All forex traders are aware of the current financial crisis in Turkey, particularly traders who trade emerging markets currencies, such as the Turkish Lira. The Lira has gone into freefall lately.
This year, it has lost around a third of its value and the decline has accelerated dramatically in recent weeks. At the beginning of this week, USD/TRY was trading just below 7 according to my broker. It declined below 6 during the week as the central bank of Turkey intervened by hiking the interest rates by 1.50% but it jumped back up by the end of the week. We will see how the Turkish Lira will behave next week since we are forex traders and like to distinguish between fundamentals and technicals, but things don’t look so good as of now. Here, the fundamentals are doing all the damage for the Lira.
So, what’s going on and more importantly, will this last?
To answer the more important question: it will last. Why? We will explain below. Although one of the reasons for this which probably aggravated the situation is the fact that Erdogan is a bit of a lord of the country and he does what he pleases. He has removed all the economists that have been warning him about financial and economic troubles that may lie ahead. He got rid of all the opposition in the financial circles in Turkey and only left those who agree with him on everything. He even placed his son-in-law as the head of the central bank. Erdogan has even instructed his son-in-law not to hold interest rates because it would weaken the Lira. That doesn’t make sense but let’s leave it aside because that is not what is hurting the Lira.
One of the things are the tariffs that US President Donald Trump has imposed on the world, including Turkey. But Turkey and the US are not in a good relationship, as Donald Trump Tweeted on August 10th. Turkey has imprisoned a US pastor and had refused to let him go, while asking for the ex opposition leader Gylen to be extradited from the US. So, relationships are not good. In the same tweet, Trump said that US import tariffs on Turkish Steel and Aluminium will double to 50% and 20% respectively. The Lira dived even faster after that tweet from Trump.
Turkey exported around $1.2 billion worth of steel products to the US last year and with these tariffs, the exports are going to fall dramatically. Although, with a trillion Dollar economy, Turkey shouldn’t be facing such problems. It’s not like Turkey depends on raw material exports like other countries such as Gulf countries and Russia. But it was a punch at the time when Turkey was down, and still is.
The real problem lies elsewhere. The FED and other major central banks such as the ECB, the Bank of Japan and the Bank of England started expanding their balance sheet by buying bonds and pumping money into their economies and the global economy. Interest rates in developed countries have been close to zero for a long time, and in some occasions such as in Switzerland and Japan rates have been negative and growth has been very weak in these economies. As a result, money has flown abroad in large quantities, especially in emerging markets such as Turkey, India, South Africa, Indonesia, Vietnam, China, etc.

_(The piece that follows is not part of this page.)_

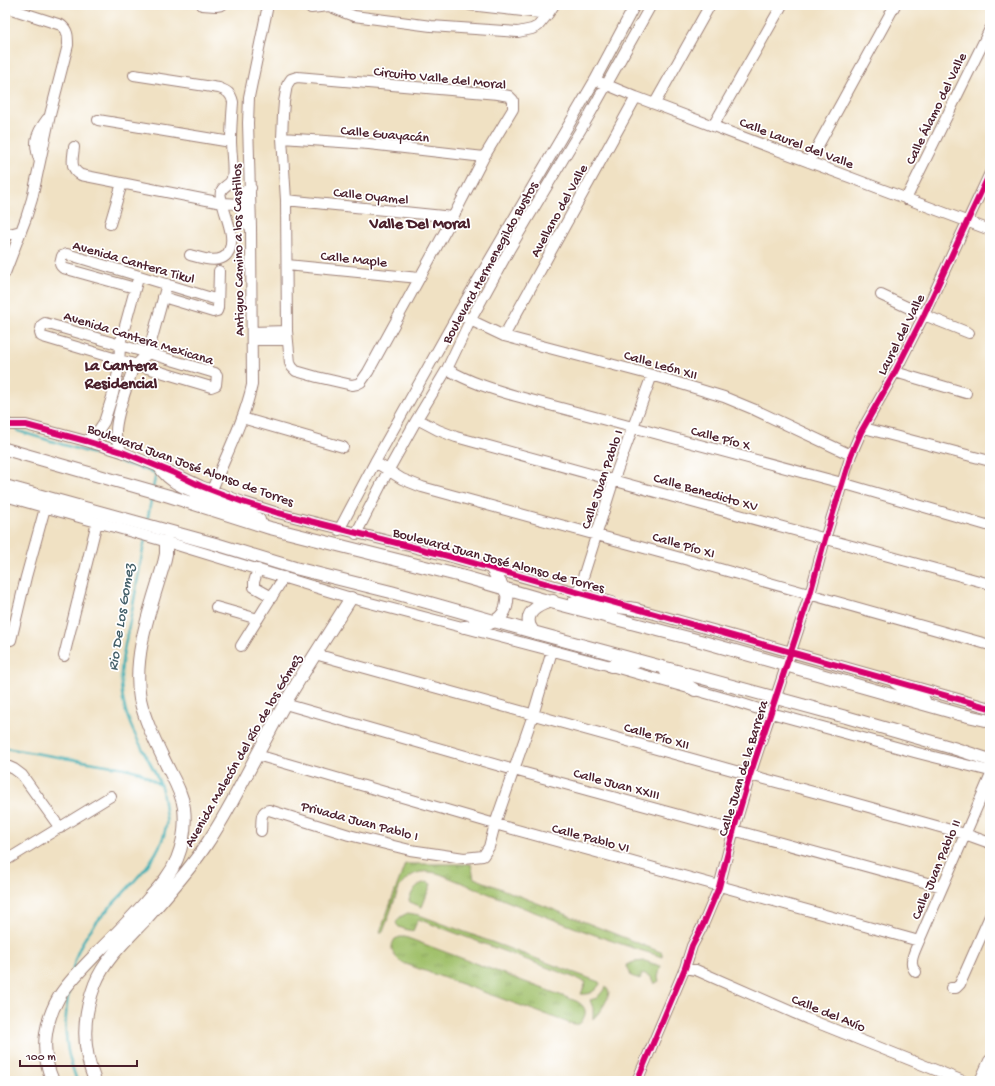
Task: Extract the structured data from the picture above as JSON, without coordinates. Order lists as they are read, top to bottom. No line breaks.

Turkey’s economy has been experiencing a very strong growth during this period. Money was flowing in, business was great and tall buildings were mushrooming. The return from construction and real estate is pretty big when the economy is doing well – the prices of homes and business building increase enormously. As a result, everyone tried to get a piece of the action during this gold rush. But, buildings and real estate are not something that produce real value in the long term for the economy, unlike factories or IT industries. Many liberal economists tried to warn Erdogan but the slogan in the last decade in Turkey has been “Love It or Leave It”. My mate from the profession tells me that many of these economists have left as Turkey has become more and more dictatorial.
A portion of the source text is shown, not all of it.